*ACTION ITEM*: For the records that follow, give the number of lines in which the word "drawer" occurs, with nothing added.

Collected data entries:
- - - -
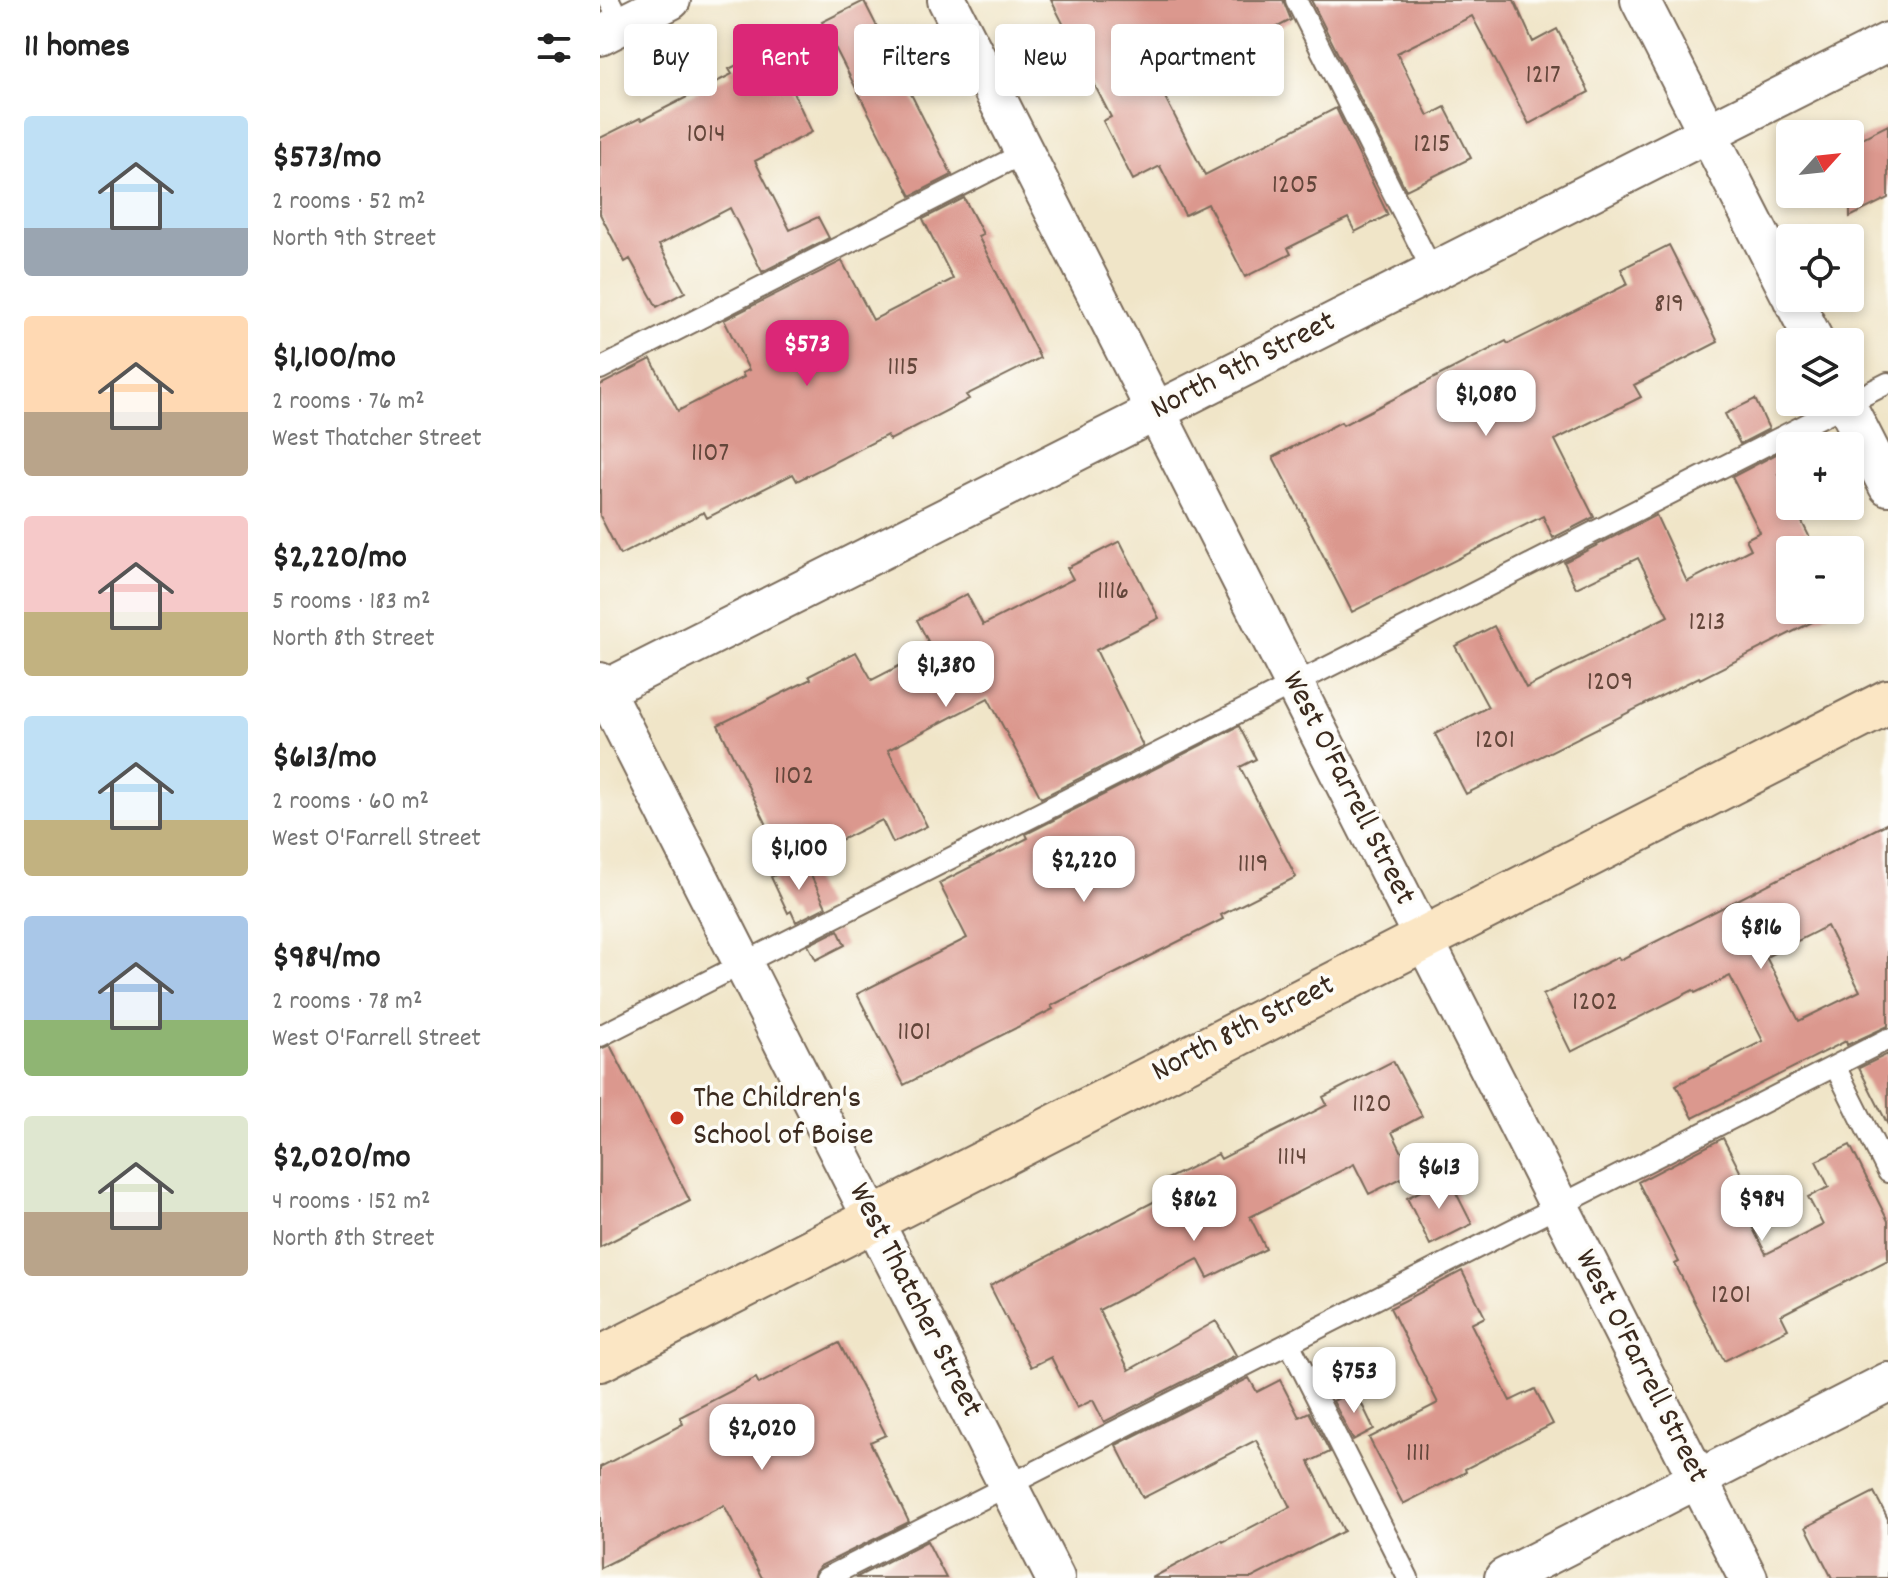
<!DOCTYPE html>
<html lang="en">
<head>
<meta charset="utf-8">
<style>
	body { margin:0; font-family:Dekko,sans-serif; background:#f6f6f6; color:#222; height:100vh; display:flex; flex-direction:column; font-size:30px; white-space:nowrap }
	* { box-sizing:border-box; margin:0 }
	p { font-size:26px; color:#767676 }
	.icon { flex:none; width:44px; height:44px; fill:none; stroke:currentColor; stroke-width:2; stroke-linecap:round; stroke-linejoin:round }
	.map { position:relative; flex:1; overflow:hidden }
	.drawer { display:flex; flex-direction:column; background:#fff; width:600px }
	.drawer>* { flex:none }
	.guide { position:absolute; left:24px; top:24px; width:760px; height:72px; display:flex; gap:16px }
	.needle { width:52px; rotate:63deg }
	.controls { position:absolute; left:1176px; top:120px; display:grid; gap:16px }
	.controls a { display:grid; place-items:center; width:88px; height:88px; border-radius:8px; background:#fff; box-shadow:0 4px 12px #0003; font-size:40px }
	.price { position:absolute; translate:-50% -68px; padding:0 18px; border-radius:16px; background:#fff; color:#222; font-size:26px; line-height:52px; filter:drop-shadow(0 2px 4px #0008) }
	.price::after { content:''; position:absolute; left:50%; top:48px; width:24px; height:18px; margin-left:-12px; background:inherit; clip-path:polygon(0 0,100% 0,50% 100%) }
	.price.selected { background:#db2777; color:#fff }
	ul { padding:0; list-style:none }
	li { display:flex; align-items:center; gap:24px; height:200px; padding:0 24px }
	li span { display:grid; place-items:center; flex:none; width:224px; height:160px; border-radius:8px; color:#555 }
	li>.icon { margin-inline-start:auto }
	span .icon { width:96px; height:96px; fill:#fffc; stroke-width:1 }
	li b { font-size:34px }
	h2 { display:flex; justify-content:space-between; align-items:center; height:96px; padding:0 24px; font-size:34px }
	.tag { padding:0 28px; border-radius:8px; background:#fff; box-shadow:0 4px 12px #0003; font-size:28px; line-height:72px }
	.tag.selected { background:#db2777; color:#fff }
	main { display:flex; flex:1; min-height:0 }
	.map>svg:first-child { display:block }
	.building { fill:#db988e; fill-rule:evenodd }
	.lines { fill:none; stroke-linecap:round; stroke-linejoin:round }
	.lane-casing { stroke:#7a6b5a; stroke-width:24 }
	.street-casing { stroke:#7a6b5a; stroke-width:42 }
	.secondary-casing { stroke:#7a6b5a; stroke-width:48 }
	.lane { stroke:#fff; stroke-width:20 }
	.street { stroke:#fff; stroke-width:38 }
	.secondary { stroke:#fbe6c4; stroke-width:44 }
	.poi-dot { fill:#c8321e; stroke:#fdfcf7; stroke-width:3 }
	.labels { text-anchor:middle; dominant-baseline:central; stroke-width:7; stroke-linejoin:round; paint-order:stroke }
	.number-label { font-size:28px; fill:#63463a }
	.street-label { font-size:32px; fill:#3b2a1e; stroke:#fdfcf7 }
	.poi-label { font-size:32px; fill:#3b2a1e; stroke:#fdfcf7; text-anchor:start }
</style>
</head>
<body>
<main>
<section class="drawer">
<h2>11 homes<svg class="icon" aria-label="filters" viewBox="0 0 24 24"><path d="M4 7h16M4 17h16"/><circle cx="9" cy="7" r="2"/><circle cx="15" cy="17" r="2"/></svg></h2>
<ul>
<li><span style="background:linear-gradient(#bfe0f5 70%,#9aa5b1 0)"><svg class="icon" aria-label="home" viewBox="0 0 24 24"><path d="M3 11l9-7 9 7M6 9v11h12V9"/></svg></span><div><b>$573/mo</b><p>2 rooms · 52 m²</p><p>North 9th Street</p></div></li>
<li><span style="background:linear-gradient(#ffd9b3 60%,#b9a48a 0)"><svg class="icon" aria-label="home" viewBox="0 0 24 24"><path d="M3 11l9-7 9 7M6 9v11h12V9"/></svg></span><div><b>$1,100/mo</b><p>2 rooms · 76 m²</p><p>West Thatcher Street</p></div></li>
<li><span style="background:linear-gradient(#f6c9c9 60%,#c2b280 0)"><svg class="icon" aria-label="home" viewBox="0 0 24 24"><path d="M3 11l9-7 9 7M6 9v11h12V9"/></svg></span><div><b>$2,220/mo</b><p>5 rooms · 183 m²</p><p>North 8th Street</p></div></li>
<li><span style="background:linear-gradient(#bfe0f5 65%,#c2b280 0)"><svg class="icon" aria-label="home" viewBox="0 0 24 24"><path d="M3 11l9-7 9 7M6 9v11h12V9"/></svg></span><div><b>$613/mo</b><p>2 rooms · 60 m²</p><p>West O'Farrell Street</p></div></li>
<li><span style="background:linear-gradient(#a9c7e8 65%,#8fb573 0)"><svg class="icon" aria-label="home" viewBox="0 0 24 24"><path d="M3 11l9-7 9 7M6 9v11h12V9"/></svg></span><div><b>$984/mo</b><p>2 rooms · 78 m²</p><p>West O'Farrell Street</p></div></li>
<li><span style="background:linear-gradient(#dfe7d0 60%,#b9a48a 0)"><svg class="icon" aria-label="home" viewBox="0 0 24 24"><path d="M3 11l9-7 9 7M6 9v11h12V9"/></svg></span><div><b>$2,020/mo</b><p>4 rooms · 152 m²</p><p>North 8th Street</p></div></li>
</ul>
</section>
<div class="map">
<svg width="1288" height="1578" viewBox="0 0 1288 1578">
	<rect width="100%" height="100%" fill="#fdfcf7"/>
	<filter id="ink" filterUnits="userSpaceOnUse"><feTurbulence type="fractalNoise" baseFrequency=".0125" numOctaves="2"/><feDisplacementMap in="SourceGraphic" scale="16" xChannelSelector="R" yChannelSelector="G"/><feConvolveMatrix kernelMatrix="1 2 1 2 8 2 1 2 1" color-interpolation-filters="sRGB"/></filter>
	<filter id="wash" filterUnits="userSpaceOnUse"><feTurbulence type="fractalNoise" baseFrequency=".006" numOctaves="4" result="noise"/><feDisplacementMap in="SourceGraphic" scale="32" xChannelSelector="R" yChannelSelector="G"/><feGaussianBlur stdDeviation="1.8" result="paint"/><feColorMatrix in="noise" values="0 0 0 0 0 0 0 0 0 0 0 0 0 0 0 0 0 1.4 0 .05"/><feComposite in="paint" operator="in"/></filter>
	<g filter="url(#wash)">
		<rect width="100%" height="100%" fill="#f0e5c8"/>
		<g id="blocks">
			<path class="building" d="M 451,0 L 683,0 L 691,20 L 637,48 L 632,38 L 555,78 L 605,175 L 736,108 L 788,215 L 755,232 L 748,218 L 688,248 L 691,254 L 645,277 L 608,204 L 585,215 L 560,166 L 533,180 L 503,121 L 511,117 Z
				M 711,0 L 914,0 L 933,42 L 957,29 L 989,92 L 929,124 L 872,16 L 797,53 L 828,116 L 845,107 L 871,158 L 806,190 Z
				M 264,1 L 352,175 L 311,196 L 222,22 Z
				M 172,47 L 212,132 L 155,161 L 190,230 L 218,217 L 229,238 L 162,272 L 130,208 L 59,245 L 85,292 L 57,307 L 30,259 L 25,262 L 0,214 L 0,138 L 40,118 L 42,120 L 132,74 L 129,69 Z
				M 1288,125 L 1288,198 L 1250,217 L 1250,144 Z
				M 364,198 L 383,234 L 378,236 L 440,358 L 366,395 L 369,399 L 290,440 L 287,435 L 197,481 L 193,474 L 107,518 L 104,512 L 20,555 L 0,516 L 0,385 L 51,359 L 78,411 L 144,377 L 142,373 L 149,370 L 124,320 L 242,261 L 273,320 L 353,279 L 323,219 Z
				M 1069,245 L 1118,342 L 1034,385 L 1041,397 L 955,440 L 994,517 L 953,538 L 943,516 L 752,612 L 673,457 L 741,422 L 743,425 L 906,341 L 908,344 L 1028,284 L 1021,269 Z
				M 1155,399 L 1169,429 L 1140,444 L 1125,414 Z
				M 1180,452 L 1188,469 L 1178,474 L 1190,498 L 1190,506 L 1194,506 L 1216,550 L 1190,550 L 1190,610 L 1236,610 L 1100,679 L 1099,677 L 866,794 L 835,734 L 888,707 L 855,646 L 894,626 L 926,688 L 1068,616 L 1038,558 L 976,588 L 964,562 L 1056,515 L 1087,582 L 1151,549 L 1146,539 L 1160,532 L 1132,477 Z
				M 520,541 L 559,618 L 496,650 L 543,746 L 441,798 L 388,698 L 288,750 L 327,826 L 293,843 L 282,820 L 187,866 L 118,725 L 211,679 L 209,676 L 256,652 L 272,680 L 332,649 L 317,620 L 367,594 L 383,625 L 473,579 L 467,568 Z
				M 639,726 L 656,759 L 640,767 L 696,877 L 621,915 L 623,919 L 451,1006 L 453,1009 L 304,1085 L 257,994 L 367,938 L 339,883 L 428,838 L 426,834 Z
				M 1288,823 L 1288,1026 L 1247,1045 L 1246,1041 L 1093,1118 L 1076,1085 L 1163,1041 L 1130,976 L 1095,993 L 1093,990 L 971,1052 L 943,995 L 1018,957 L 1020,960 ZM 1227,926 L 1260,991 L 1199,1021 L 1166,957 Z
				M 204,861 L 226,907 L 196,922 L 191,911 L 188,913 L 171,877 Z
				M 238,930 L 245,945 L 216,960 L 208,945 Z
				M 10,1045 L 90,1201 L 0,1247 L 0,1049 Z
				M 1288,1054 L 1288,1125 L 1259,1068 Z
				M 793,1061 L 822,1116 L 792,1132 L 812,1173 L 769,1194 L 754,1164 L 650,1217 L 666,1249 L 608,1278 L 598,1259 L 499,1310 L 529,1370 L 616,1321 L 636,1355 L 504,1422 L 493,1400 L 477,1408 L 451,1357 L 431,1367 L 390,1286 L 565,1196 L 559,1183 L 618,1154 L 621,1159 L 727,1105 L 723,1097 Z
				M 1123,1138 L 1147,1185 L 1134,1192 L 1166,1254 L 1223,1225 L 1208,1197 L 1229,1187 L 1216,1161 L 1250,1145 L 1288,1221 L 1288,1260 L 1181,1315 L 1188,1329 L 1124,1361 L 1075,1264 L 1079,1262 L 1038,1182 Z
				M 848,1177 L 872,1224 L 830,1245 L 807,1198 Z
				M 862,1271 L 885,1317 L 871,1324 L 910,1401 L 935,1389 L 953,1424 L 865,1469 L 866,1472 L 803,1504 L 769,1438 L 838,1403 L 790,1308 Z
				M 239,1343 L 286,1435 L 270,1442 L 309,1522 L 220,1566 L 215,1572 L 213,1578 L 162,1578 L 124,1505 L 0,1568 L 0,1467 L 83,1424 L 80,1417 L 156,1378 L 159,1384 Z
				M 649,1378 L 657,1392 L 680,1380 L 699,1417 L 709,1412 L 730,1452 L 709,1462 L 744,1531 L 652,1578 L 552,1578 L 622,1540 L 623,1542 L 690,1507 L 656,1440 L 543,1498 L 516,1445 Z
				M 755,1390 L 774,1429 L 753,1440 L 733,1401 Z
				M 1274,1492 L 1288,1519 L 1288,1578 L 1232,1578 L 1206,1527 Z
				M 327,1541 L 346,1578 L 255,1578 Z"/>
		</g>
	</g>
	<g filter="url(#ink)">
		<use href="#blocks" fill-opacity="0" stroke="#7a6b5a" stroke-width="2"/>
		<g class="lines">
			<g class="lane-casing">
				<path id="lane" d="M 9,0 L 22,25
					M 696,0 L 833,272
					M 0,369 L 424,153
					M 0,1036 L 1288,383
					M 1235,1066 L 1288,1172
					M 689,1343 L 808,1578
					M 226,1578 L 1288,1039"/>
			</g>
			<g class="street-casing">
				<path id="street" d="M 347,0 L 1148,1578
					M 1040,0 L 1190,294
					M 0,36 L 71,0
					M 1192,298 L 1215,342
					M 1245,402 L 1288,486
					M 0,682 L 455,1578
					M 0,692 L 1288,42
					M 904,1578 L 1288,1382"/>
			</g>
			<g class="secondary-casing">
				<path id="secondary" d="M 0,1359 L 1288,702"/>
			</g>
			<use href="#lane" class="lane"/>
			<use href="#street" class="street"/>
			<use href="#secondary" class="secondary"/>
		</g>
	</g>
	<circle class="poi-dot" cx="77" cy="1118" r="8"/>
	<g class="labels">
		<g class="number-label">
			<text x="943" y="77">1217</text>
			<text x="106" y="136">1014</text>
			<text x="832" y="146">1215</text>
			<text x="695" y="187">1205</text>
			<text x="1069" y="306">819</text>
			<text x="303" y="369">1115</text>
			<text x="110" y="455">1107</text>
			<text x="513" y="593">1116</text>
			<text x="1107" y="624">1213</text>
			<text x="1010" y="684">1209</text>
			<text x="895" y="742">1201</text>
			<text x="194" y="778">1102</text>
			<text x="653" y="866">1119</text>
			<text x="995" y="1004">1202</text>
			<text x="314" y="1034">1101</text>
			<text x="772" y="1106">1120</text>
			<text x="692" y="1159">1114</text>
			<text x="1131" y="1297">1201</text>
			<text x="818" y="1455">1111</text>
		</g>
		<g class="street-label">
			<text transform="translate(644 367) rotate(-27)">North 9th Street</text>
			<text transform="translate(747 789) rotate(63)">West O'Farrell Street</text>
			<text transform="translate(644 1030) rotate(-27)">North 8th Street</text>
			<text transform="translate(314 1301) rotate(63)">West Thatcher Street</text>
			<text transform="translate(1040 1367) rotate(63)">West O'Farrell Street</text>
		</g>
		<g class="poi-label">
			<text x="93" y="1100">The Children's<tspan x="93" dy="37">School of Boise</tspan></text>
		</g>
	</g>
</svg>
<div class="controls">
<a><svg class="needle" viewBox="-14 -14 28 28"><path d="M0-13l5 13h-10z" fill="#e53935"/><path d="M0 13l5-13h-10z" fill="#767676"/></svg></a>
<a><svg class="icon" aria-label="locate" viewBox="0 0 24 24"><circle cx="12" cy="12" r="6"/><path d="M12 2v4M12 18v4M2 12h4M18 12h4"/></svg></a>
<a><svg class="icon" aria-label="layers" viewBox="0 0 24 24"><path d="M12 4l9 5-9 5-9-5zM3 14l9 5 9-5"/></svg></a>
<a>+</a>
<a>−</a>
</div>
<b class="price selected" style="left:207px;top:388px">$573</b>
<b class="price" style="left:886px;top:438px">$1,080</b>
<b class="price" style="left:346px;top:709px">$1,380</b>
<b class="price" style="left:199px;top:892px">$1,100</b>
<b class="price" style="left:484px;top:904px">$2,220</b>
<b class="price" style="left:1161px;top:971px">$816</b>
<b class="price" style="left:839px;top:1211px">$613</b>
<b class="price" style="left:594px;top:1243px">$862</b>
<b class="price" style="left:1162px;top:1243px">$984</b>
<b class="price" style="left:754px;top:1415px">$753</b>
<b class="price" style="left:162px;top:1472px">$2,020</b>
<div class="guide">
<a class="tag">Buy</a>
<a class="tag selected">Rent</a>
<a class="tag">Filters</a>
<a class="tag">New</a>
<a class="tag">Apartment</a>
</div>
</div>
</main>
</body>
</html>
- - - -
*ANSWER SPACE*: 3